Syllabus for STA 663
Instructor:: Cliburn Chan cliburn.chan@duke..edu
Instructor: Janice McCarthy janice.mccarthy@duke.edu
TA: Matt Johnson mcj15@stat.duke.edu
Overview
The goal of STA 663 is to learn statistical programming - how to write code to solve statistical problems. In general, statistical problems have to do with the estimation of some characteristic derived from data - this can be a point estimate, an interval, or an entire function. Almost always, solving such statistical problems involves writing code to collect, organize, explore, analyze and present the data. For obvious reasons, we would like to write good code that is readable, correct and efficient, preferably without reinventing the wheel.
This course will cover general ideas relevant for high-performance code (data structures, algorithms, code optimization including parallelization) as well as specific numerical methods important for data analysis (computer numbers, matrix decompositions, linear and nonlinear regression, numerial optimization, function estimation, Monte Carlo methods).

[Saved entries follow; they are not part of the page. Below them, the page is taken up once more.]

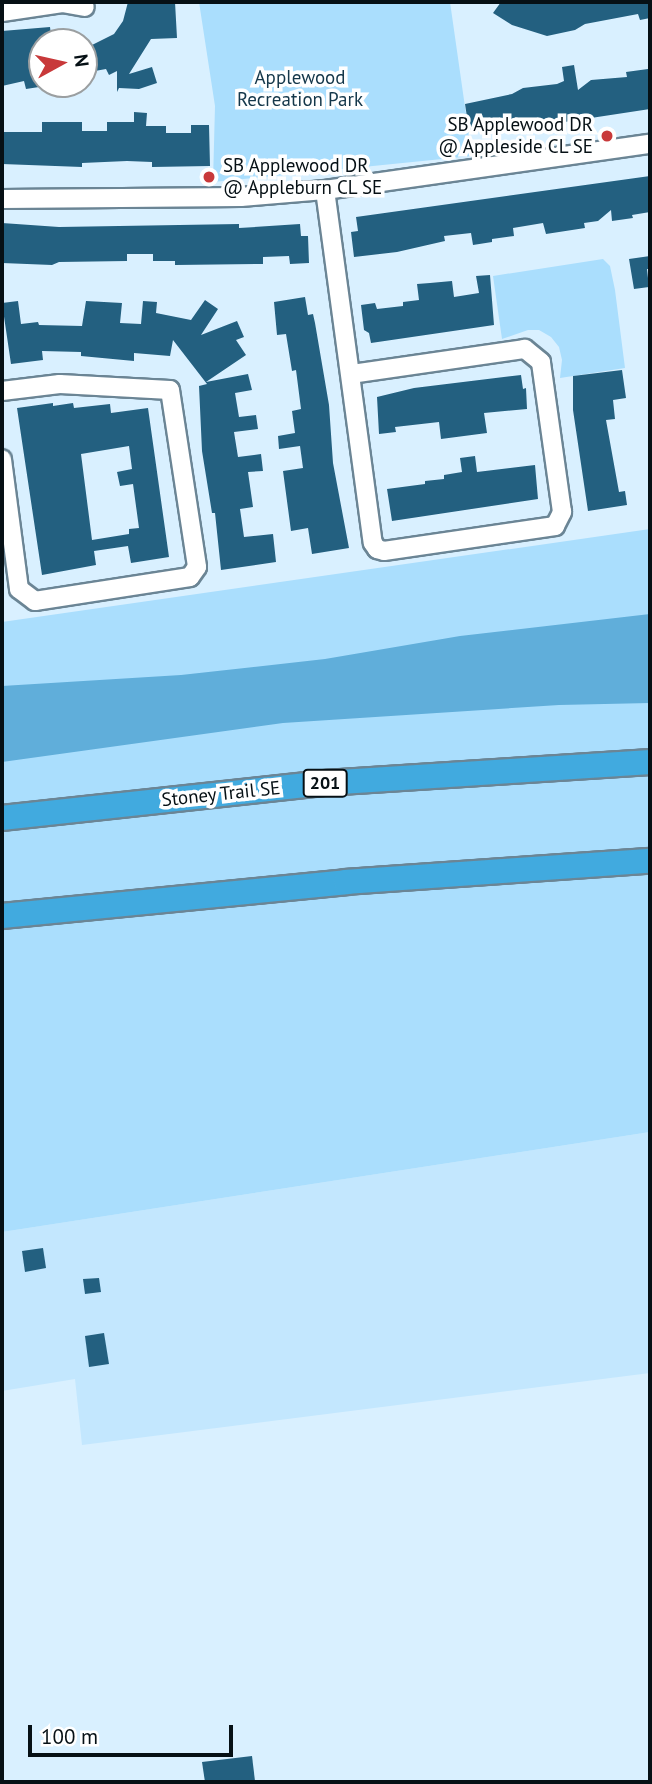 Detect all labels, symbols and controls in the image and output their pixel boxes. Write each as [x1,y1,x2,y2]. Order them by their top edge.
north arrow [28,28,98,98]
text: N [69,52,95,68]
park label: Applewood Recreation Park [237,67,363,111]
place label: SB Applewood DR @ Appleside CL SE [437,114,593,158]
marker: SB Applewood DR @ Appleside CL SE [599,128,615,144]
place label: SB Applewood DR @ Appleburn CL SE [223,155,384,199]
marker: SB Applewood DR @ Appleburn CL SE [201,169,217,185]
road number: 201 [302,768,348,798]
street label: Stoney Trail SE [160,776,282,812]
scale bar [32,1710,236,1754]
text: 100 m [41,1723,98,1750] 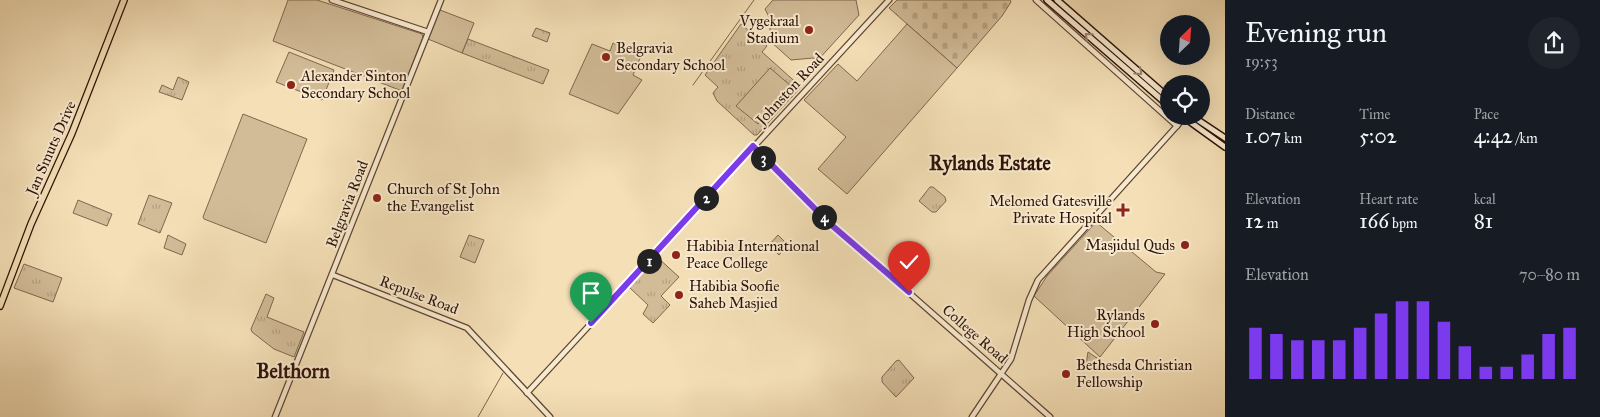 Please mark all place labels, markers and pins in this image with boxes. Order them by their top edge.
place label: Vygekraal Stadium [738,12,800,47]
marker: Vygekraal Stadium [803,24,815,36]
place label: Belgravia Secondary School [616,39,726,74]
marker: Belgravia Secondary School [600,51,612,63]
place label: Alexander Sinton Secondary School [300,67,411,102]
marker: Alexander Sinton Secondary School [285,79,297,91]
pin: 3 [750,146,776,170]
place label: Church of St John the Evangelist [387,180,500,215]
pin: 2 [694,186,718,210]
marker: Church of St John the Evangelist [371,192,383,204]
place label: Melomed Gatesville Private Hospital [989,192,1113,227]
marker: Melomed Gatesville Private Hospital [1116,203,1130,217]
pin: 4 [812,204,836,230]
place label: Masjidul Quds [1086,236,1175,254]
place label: Habibia International Peace College [686,237,820,272]
marker: Masjidul Quds [1179,239,1191,251]
pin [888,241,930,292]
pin: 1 [636,248,662,274]
marker: Habibia International Peace College [670,249,682,261]
pin [570,272,612,323]
place label: Habibia Soofie Saheb Masjied [689,277,779,312]
marker: Habibia Soofie Saheb Masjied [673,289,685,301]
place label: Rylands High School [1067,306,1146,341]
marker: Rylands High School [1149,318,1161,330]
place label: Bethesda Christian Fellowship [1076,356,1192,391]
marker: Bethesda Christian Fellowship [1060,368,1072,380] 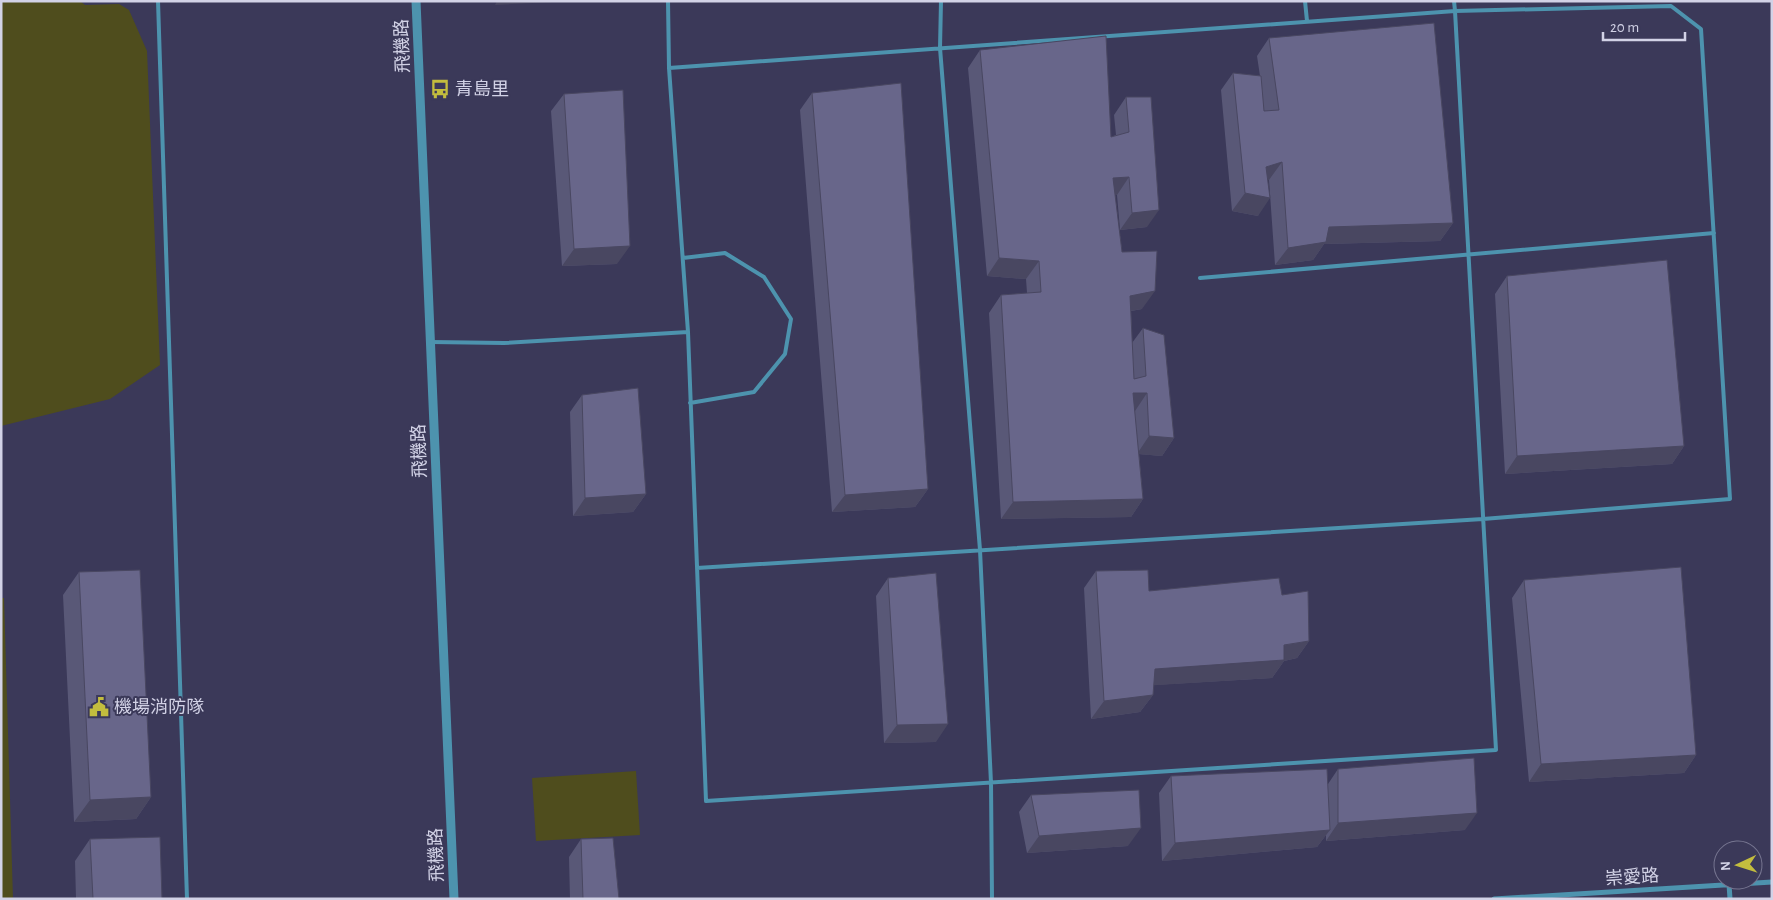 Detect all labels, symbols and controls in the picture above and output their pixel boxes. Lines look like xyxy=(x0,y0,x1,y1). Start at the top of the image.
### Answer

We will mostly assume that you are comfortable with basic programming concepts (functions, classes, loops), have good habits (literate programming, testing, version control) and a decent mathematical and statistical background (linear algebra, calculus, probability).
To solve statistical problems, you will typically need to (1) have the basic skills to collect, organize, explore and present the data, (2) apply specific numerical methods to analyze the data and (3) optimize the code to make it run acceptably fast (increasingly important in this era of “big data”). STA 663 is organized in 3 parts to reflect these stages of statistical programming - basics (20%), numerical methods (60%) and high performance computing (20%).
Learning objectives
The course will focus on the development of various algorithms for optimization and simulation, the workhorses of much of computational statistics. The emphasis is on comptutation for statistics - how to prototype, optimize and develop high performance computing (HPC) algorithms in Python and C/C++. A variety of algorithms and data sets of gradually increasing complexity (1 dimension \(\rightarrow\) many dimensions, serial \(\rightarrow\) parallel \(\rightarrow\) massively parallel, small data \(\rightarrow\) big data) will allow students to develop and practise the following skills:
- Practices for reproducible analysis
- Fundamentals of data management and munging
- Use Python as a language for statistical computing
- Use mathematical and statistical libraries effectively
- Profile and optimize serial code
- Effective use of different parallel programming paradigms
Pre-requisites
Review the following if you are not familiar with them
- Unix commands
- Using
git
for version control
- Writing Markdown
- Writing \(\LaTeX\)
- Using
make
to build programs
The course will cover the basics of Python at an extremely rapid pace. Unless you are an experienced programmer, you should probably review basic Python programming skills from the Think Python book. This is also useful as a reference when doing assignments.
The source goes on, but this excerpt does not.